However, in many situations, the high temperature may continuously affect the polymer during operation. Namely, thermal aging may progressively change the structure and the electrical properties of polymer, finally leading to the failure of insulation. Therefore, it is necessary to research the effect of thermal aging on the electrical properties of polymers and the polymer-based nanocomposites. To date, many researchers have pointed out that thermal aging can accelerate the thermo-oxidative reactions in polymers, leading to the β-scission and, hence, producing a large amount of free radicals, which can destroy the structure, especially the amorphous structure of polymers [17,18]. It has also been proven that the change of structure during thermal aging can decrease the thermal stabilization, mechanical and electrical insulation properties, presenting lower onset degradation temperature, lower dielectric breakdown strength, higher dielectric loss, and so on [2,19,20,21,22,23,24]. Nevertheless, some researchers have pointed out that Cu/polyethylene composites and TiO2/polypropylene nanocomposites showed anti-aging ability to a certain degree [25,26]. Specifically, Cu particles and TiO2 nanoparticles increase the thermal stabilization and mechanical properties of the polymer matrix after thermal aging. On the contrary, it is interesting that some other studies provided the opposite observations in polyethylene-clay nanocomposites and polypropylene/CaCO3 nanocomposites after thermal aging [27,28]. The clay nanoparticles and unmodified CaCO3, as well as the modified CaCO3, accelerate the thermal degradation of the polymer matrix, owing to the consumption of antioxidants by these nanoparticles during thermal aging.
In summary, nanocomposites have been proven to be able to improve the thermal stabilization, mechanical and electrical insulation materials of the polyethylene matrix.

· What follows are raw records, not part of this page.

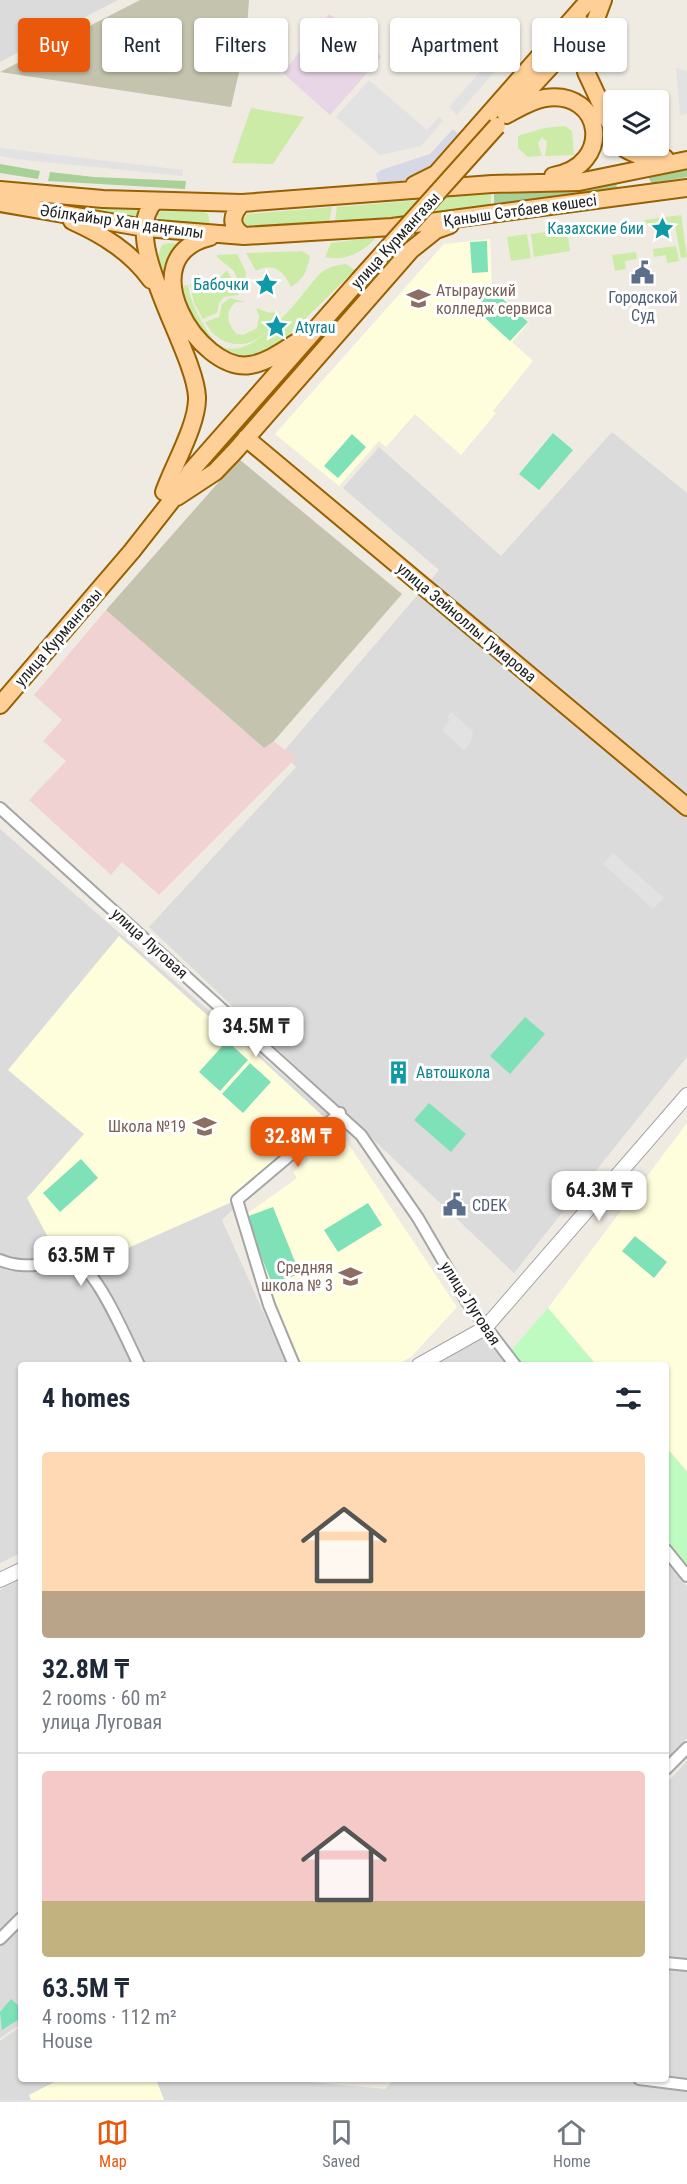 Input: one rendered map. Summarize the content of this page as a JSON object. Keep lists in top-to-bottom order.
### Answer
{
  "streets": {
    "main road": [
      "Қаныш Сәтбаев көшесі",
      "Әбілқайыр Хан даңғылы",
      "улица Курмангазы",
      "улица Зейноллы Гумарова"
    ],
    "street": ["улица Луговая"]
  },
  "crossings": [
    ["Қаныш Сәтбаев көшесі", "Әбілқайыр Хан даңғылы"]
  ],
  "places": {
    "place": ["Казахские бии", "Бабочки", "Atyrau"],
    "public building": ["Городской Суд", "CDEK"],
    "school or university": ["Атырауский колледж сервиса", "Школа №19", "Средняя школа № 3"],
    "building": ["Автошкола"]
  },
  "page": {
    "chip": [
      "Buy",
      "Rent",
      "Filters",
      "New",
      "Apartment",
      "House"
    ],
    "price": [
      "34.5M ₸",
      "32.8M ₸",
      "64.3M ₸",
      "63.5M ₸"
    ],
    "heading": "4 homes",
    "list": [
      {
        "name": "32.8M ₸",
        "note": "2 rooms · 60 m² · улица Луговая"
      },
      {
        "name": "63.5M ₸",
        "note": "4 rooms · 112 m² · House"
      }
    ],
    "tabs": ["Map", "Saved", "Home"]
  }
} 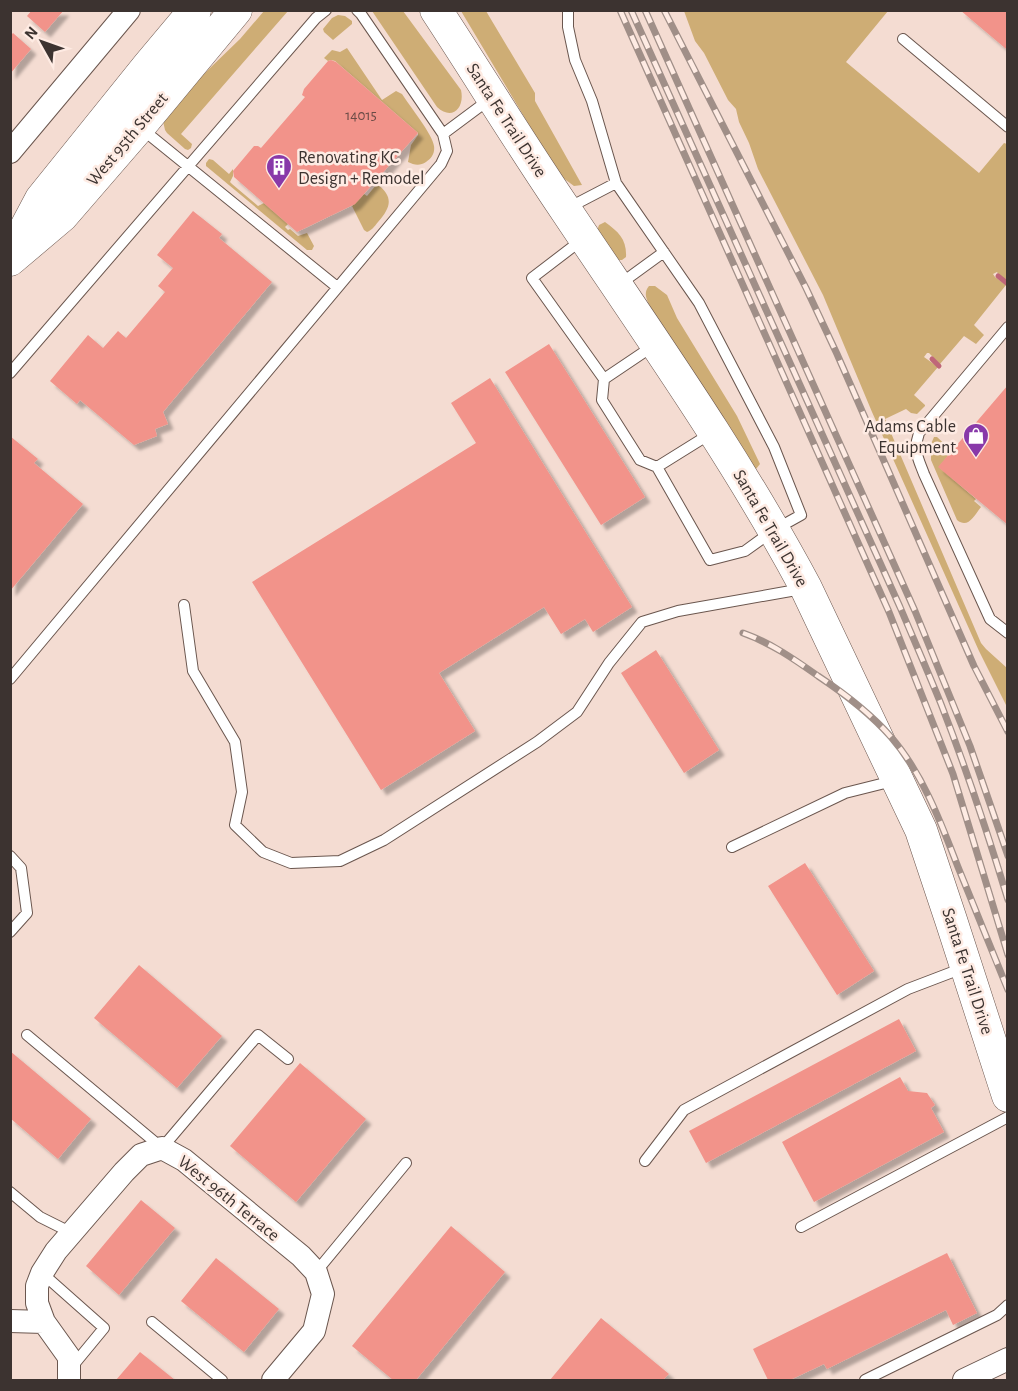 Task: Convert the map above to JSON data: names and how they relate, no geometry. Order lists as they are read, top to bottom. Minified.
{"streets":{"main road":["Santa Fe Trail Drive","West 95th Street"],"street":["West 96th Terrace"]},"places":{"building":["Renovating KC Design + Remodel"],"shop":["Adams Cable Equipment"]},"house_numbers":["14015"],"north":"top left"} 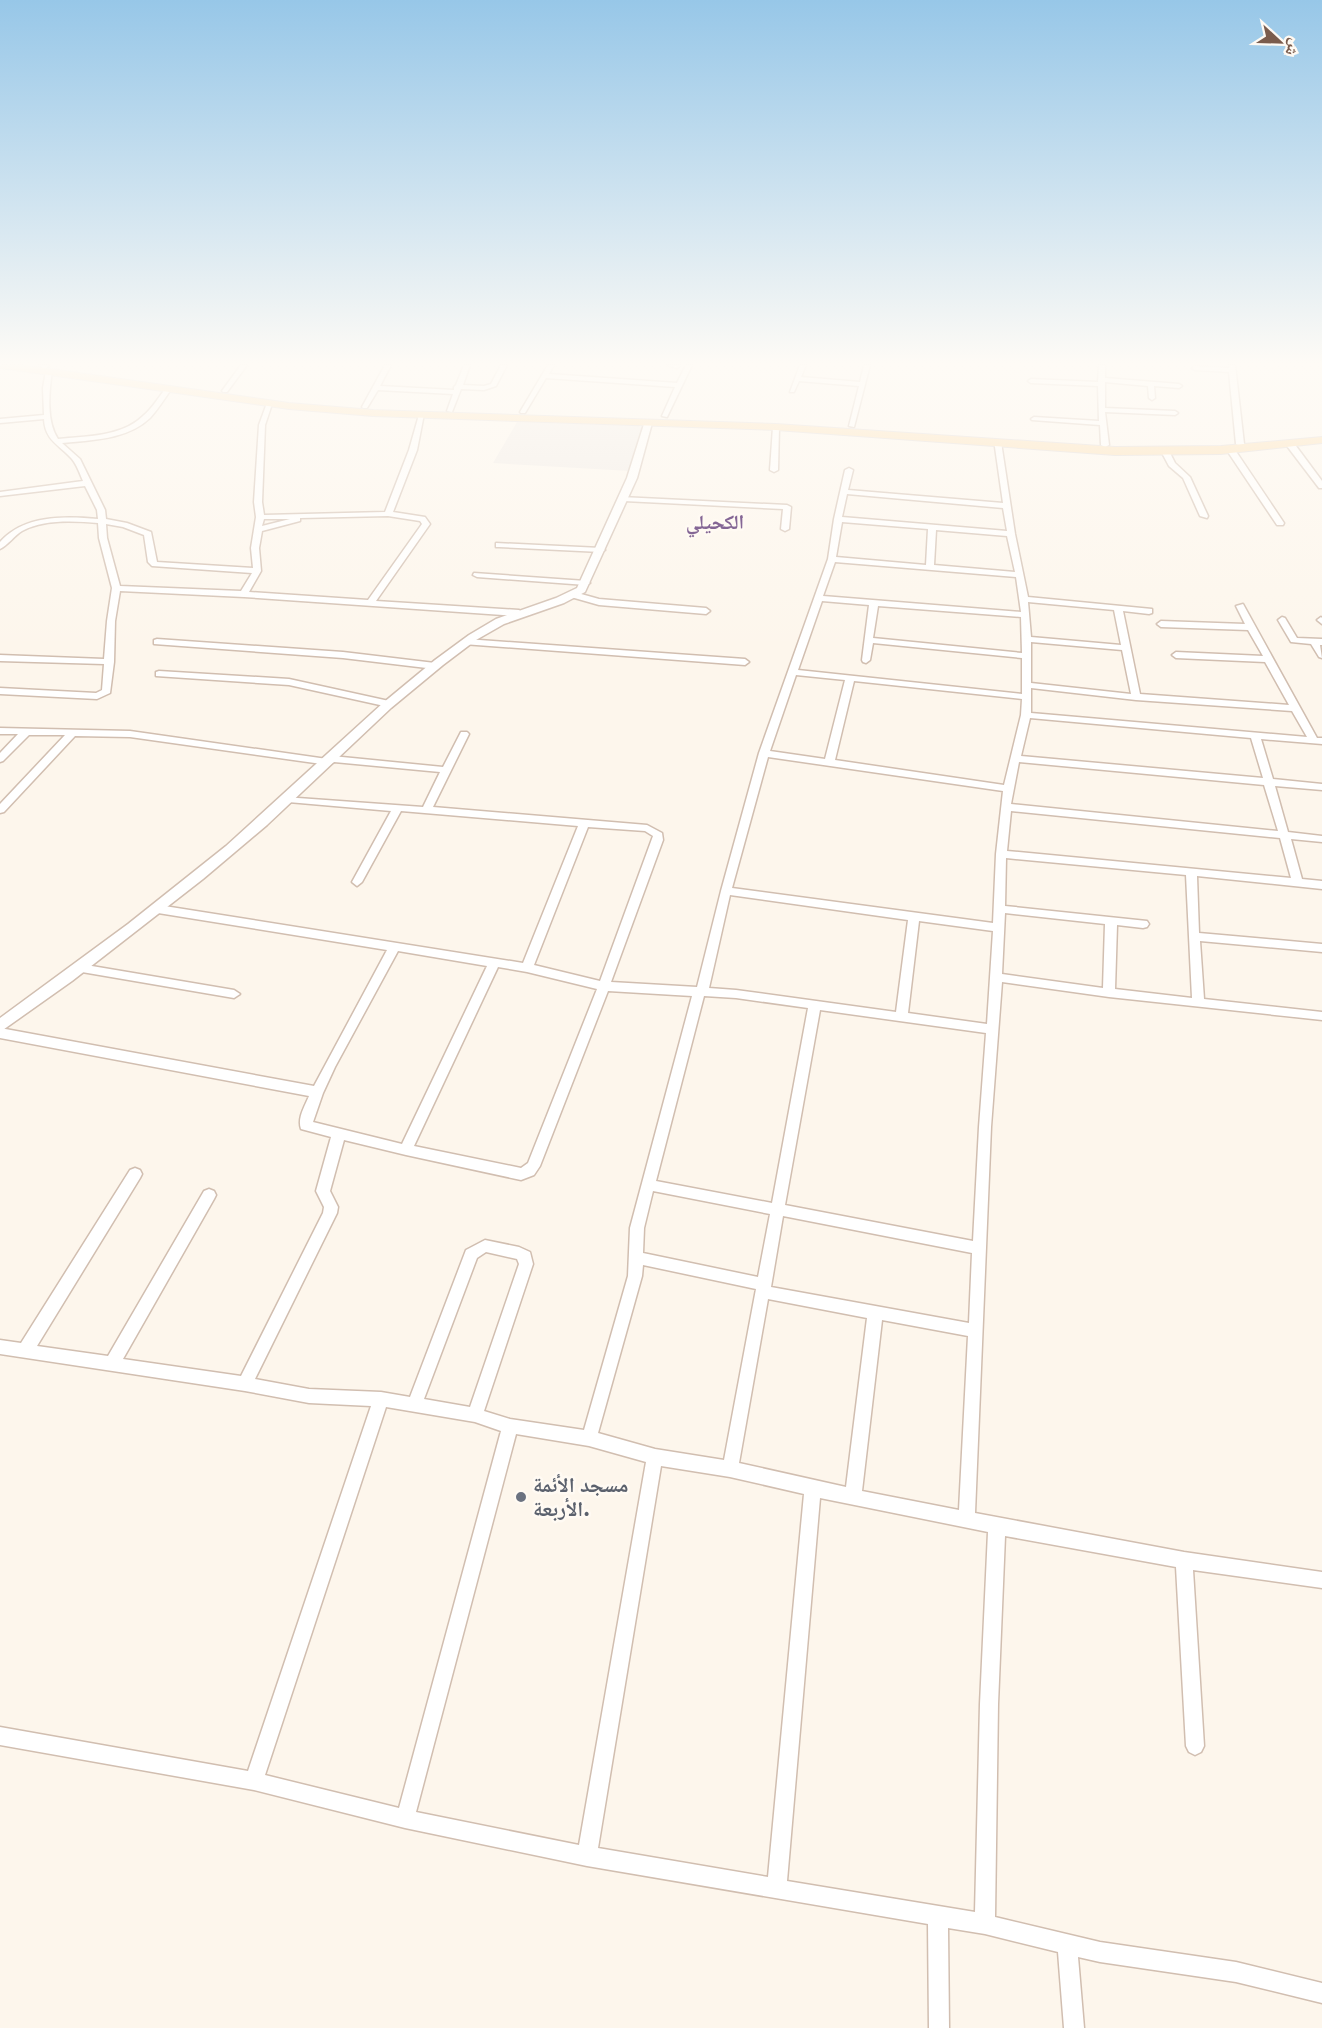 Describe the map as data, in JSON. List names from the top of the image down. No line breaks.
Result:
{"districts":["الكحيلي"],"places":["مسجد الأئمة الأربعة."],"north":"right"}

However, considering the high temperature during the operation of polymers, the properties, especially the electrical properties, of nanocomposites during thermal aging are still unclear. In order to ascertain whether nanoparticles can protect the structure and the electrical properties of the polyethylene matrix after thermal aging, we used SiO2 and MgO nanoparticles to prepare nanocomposites and researched the morphology, FTIR spectra, thermal stabilization, space charges behavior, and dielectric properties of these samples after thermal aging.

2. Experiment

2.1. Materials

The base polymer used was an additive-free low-density polyethylene (LDPE) with the grade of 2426 H and a melt flow index 2.1–2.2 g/min and a density of 0.910–0.925 mg/cm3 provided by Lanzhou Petrochemical Company (Lan Zhou, China). The nanoparticles used were hydrophobic SiO2 and MgO with 50 nm particle size provided by Aladdin Industrial Corporation (Shanghai, China).

2.2. Sample Preparation

Neat LDPE and nanoparticles were melt-blended in a twin-screw extruder at 423 K. Nanocomposites, with a concentration of 1 wt %, were press molded at 393 K and at a pressure of 10 MPa, to produce films with a thickness of about 150 μm. Samples were degassed in a vacuum drier for seven days at 353 K. To investigate the properties of samples after thermal aging, The LDPE and nanocomposite samples were heated continuously in a temperature-controlled oven at 363 K for 77 days. The properties of samples were tested when the aging time was 0, 14, 35, 56, and 77 days. Before test, the samples for the scanning electron microscopy (SEM) analysis were fractured in liquid nitrogen directly to achieve the section surface of thin films, washed with hydrogen peroxide and distilled water, then coated with gold, which is a highly conducting material to prevent local charging from the scanning electron beam [19,29]. Prior to dielectric analysis, the gold electrodes were deposited onto both surfaces of the specimens by sputtering. The sputtered electrodes were 15 mm in diameter. For the FTIR analysis and space charge measurement, the samples with the thickness of 150 μm can be used directly.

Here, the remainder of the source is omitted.